Next Generation

Magma and the moon


By Shira Tevah, ‘09


Nicolas Dauphas, associate professor in geophysical sciences, has found a new way to reconstruct planetary origins. With the help of a plasma source mass spectrometer he analyzed isotopic variations in olivine crystals, commonly called peridot, in basalt at the Kilauea Iki crater in Hawaii. Basalt is also found on the moon, and if moon basalt formed in a process similar to that of the Kilauea Iki crater, it may provide evidence for the theory that the moon was created from Earth’s collision with another cosmic object.

Using samples drilled from the crater every few years since its last eruption in 1959, Dauphas and colleagues in Chicago’s Origins Laboratory traced subatomic changes in the crater’s magma as it cooled and hardened.The spectrometer, obtained last year with University and NASA funding, separates ions by mass.

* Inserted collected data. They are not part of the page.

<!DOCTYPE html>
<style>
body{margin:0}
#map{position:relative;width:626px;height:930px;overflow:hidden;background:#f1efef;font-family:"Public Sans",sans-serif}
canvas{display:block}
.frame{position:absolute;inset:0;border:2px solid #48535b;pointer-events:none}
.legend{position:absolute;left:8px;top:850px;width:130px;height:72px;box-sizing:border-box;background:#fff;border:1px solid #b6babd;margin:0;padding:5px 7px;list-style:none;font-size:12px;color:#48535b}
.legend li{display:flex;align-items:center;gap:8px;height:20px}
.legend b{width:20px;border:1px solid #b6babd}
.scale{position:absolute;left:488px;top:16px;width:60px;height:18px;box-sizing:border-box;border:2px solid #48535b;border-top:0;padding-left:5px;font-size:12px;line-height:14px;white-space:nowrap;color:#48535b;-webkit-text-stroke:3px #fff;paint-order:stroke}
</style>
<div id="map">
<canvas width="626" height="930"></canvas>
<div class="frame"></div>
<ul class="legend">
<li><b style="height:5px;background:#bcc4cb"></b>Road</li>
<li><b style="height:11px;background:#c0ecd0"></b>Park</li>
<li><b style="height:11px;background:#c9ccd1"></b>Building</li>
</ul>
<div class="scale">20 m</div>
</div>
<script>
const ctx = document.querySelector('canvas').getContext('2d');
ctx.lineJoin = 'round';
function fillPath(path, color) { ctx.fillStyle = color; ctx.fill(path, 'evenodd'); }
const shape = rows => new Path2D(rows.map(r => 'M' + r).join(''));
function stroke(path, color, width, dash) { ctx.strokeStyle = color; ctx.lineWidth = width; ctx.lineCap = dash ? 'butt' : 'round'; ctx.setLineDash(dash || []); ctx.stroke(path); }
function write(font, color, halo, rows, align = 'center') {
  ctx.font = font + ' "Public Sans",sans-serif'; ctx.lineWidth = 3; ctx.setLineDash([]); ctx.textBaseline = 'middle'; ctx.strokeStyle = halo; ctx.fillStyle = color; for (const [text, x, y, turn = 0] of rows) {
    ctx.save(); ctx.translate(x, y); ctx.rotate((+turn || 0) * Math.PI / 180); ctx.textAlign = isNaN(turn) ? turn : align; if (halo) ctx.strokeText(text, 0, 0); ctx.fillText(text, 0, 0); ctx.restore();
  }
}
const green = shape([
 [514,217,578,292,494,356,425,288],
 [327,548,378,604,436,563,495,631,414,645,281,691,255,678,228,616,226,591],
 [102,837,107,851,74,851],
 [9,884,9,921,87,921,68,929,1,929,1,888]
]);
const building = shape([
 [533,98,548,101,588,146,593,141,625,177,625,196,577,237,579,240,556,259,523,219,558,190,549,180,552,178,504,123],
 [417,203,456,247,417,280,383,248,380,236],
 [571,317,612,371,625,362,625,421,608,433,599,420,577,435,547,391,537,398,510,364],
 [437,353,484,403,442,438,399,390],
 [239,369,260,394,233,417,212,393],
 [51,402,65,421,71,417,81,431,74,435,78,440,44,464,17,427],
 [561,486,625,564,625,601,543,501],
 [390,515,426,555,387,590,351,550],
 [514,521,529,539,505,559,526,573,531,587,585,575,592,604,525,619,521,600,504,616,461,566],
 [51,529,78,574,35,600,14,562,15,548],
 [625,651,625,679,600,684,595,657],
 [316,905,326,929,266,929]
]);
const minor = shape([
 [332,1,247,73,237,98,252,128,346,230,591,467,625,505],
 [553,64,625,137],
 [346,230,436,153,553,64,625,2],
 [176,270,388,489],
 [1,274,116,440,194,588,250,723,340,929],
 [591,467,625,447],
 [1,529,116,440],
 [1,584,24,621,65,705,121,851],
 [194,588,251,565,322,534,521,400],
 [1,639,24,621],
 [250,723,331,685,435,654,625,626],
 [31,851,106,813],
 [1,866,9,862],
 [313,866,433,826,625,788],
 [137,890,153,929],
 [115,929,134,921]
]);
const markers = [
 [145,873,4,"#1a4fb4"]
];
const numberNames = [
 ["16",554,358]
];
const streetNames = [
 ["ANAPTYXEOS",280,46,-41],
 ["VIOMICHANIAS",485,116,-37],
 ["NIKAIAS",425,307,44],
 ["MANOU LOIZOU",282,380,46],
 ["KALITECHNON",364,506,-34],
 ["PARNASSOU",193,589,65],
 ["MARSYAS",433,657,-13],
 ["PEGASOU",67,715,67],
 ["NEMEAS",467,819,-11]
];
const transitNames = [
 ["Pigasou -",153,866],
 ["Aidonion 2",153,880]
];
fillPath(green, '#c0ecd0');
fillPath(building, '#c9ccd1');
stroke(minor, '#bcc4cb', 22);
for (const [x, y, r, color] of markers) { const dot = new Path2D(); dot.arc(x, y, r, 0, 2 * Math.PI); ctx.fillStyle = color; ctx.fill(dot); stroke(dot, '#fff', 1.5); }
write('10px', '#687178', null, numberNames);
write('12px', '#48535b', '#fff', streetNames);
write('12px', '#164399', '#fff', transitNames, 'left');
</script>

It uses argon plasma—able to ionize elements because, although microscopically neutral, it contains charged particles—to generate ions at 14,000 degrees Fahrenheit. The ions’ isotopes then separate by mass in the spectrometer’s magnetic field: ions with different radii end up in different circular trajectories.

Dauphas used the instrument—a more precise version of the first plasma source mass spectrometer produced in 1996—to measure variations in the lava’s iron isotopes. In contrast to earlier studies, which examined basalt as a whole, Dauphas’s team focused on individual minerals such as peridot, composed of several elements including iron.

photo Ali Pourmand from Dauphas’s lab uses the plasma source mass spectrometer.

Scientists have long thought isotopes occur only at low temperatures and in light elements, but the new findings, published in the June 20 Science, indicate that isotopes can also occur at temperatures as high as 2,012 degrees Fahrenheit—and in heavy elements like iron.
“I’m interested in looking at what the constituents of matter are,” Dauphas says, “because it can tell us something about the formation of the Earth and solar system and how geological processes shaped our planet.”